The 4th Dimension premiered at this year's Philadelphia Film Festival amid much acclaim and sold-out screenings. Three local filmmakers, Tom Mattera, Dave Mazzoni (a co-writing/co-directing team), and producer Daniel M. Kalai created an enigmatic sci-fi/philosophical/psychological/think-piece that manages to avoid most of the pitfalls of your average sci-fi/philosophical/psychological/think-piece and, what's more, found a pretty sizeable audience for it. The film went on to win the NFL Technical Achievement Award from the Philadelphia City Paper Festival of Independents. Tom, Dave, and Dan sat down with, um, the website recently to give their views on the making of the film.
DDT: What is it like to co-direct a film? Does anyone have “final cut?” Is one better with actors and the other better with camerawork? (For Daniel: What is it like to work with two directors at once?)
Tom Mattera: Dave and I work very well together. We are both on the same page – it’s almost like we share the same mind, even though we are have completely opposite temperaments. Dave is fast-paced, while I am very laid back. During brainstorming, our opposite demeanors coming together result in a lot of energy and emotion in our work. We also keep each other in check – there’s always the option of having a second set of eyes on each of our ideas to be sure that they really work in the overall scheme of things.
We collaborate on every aspect of the production, and every creative decision that is made. On set, we meet with each actor together. It serves as a group session where we offer suggestions while not limiting the actors from a truly organic performance. It makes for a very free and creative environment. We’ll also meet with our director of photography (Daniel Watchulonis) as a group and treat it the same way. It’s great that there are two of us, because as a director, you need to cover a lot of ground. Once we have had our initial meetings, and the scene is under way, Dave and I are interchangeable – so we can bounce back and forth between actors, camera, production design, etc. It’s like being at two places at once.
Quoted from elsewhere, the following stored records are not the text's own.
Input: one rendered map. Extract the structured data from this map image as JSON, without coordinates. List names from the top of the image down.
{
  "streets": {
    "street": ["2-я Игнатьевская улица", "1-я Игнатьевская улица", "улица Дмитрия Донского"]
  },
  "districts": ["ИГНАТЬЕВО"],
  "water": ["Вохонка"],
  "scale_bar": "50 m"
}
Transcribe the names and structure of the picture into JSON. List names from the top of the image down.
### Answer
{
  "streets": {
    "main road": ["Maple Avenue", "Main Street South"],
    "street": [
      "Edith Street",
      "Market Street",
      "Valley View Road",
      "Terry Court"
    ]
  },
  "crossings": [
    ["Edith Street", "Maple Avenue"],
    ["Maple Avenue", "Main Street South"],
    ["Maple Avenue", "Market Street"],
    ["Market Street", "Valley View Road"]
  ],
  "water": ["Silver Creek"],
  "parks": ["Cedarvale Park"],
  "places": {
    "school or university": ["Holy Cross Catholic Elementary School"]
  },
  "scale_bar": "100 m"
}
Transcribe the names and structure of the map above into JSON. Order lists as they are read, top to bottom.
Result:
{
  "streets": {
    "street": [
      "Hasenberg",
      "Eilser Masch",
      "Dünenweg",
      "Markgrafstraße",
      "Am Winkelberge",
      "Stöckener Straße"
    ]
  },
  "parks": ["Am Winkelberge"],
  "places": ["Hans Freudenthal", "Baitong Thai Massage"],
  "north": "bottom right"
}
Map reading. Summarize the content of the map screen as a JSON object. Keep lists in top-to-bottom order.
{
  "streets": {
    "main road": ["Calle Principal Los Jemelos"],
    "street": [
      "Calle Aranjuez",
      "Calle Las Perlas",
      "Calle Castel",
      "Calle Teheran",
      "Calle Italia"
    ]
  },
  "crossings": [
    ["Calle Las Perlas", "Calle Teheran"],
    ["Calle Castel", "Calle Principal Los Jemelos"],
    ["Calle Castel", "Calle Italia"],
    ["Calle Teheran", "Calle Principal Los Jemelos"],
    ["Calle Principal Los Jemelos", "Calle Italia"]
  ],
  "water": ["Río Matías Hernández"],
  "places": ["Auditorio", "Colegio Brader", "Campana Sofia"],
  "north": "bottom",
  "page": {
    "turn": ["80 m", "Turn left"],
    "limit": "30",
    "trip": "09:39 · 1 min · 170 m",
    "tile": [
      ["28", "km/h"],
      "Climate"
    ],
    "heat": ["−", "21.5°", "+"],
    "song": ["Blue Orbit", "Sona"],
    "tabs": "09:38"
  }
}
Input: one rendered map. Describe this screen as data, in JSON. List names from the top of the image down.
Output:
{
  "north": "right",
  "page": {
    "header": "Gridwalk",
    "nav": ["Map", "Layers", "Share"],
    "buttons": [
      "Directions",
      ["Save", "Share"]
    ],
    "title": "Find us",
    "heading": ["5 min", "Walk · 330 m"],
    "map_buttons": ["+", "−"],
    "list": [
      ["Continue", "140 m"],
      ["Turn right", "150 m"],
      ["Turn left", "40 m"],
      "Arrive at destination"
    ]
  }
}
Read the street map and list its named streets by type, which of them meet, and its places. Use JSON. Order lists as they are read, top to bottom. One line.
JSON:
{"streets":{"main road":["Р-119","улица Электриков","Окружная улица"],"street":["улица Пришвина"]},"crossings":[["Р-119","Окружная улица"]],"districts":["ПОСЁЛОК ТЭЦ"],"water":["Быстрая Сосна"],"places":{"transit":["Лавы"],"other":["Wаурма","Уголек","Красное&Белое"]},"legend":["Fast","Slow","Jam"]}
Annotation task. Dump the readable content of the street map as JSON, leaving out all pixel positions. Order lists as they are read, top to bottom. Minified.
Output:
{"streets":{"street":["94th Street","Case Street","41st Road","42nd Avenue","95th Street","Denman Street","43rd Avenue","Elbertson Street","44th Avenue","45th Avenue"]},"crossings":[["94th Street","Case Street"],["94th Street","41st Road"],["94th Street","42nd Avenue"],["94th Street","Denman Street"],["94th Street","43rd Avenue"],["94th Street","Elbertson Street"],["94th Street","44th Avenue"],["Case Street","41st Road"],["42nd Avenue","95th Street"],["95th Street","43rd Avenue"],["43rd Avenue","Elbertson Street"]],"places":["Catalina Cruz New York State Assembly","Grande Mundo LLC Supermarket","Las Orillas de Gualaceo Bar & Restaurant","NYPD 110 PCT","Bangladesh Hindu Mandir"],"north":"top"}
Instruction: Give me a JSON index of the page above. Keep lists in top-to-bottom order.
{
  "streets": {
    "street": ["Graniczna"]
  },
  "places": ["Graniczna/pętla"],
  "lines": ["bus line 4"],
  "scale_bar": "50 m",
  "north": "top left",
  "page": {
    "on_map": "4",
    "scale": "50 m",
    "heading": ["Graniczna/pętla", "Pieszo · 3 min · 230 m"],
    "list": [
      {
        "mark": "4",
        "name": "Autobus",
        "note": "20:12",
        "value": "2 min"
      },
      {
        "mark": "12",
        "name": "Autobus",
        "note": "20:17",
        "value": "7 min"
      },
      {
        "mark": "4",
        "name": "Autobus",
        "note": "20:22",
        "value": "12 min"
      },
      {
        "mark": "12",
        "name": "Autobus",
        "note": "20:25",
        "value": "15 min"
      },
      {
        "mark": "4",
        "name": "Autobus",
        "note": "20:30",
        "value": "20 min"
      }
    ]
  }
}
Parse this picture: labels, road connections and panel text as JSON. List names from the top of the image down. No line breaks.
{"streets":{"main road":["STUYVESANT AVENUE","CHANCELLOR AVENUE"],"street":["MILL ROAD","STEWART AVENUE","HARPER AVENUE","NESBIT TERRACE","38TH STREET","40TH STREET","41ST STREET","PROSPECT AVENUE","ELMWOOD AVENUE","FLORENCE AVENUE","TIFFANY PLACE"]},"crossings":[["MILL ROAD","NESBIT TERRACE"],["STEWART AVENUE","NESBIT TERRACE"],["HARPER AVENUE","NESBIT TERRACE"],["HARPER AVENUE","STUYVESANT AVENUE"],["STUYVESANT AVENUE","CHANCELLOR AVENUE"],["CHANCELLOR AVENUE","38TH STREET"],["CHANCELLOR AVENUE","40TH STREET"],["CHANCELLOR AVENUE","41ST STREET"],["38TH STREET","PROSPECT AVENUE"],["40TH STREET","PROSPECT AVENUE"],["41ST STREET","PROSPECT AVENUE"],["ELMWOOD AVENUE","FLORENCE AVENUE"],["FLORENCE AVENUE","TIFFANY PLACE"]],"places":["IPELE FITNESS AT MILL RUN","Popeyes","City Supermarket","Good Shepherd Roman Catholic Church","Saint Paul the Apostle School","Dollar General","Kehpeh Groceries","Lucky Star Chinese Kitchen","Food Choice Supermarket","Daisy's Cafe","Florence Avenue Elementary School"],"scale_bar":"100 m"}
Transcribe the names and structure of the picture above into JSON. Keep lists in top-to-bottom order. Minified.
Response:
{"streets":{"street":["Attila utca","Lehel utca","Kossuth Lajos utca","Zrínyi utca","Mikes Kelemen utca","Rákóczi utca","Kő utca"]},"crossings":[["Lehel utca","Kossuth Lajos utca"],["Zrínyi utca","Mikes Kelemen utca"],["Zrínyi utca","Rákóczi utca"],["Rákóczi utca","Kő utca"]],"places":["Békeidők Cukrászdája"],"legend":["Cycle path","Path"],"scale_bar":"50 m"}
Daniel Kalai: I had my apprehensions at first about working with two directors. Opinions can differ and creative visions can change. This was never the case with Dave and Tom. They always knew what they wanted and that made my job easier and sometimes more difficult. They were always open to new ideas and invited my opinions on many issues. It was never about ego. It was always about making the best film. Dave and Tom always collaborated with all elements to make the best film we collectively could.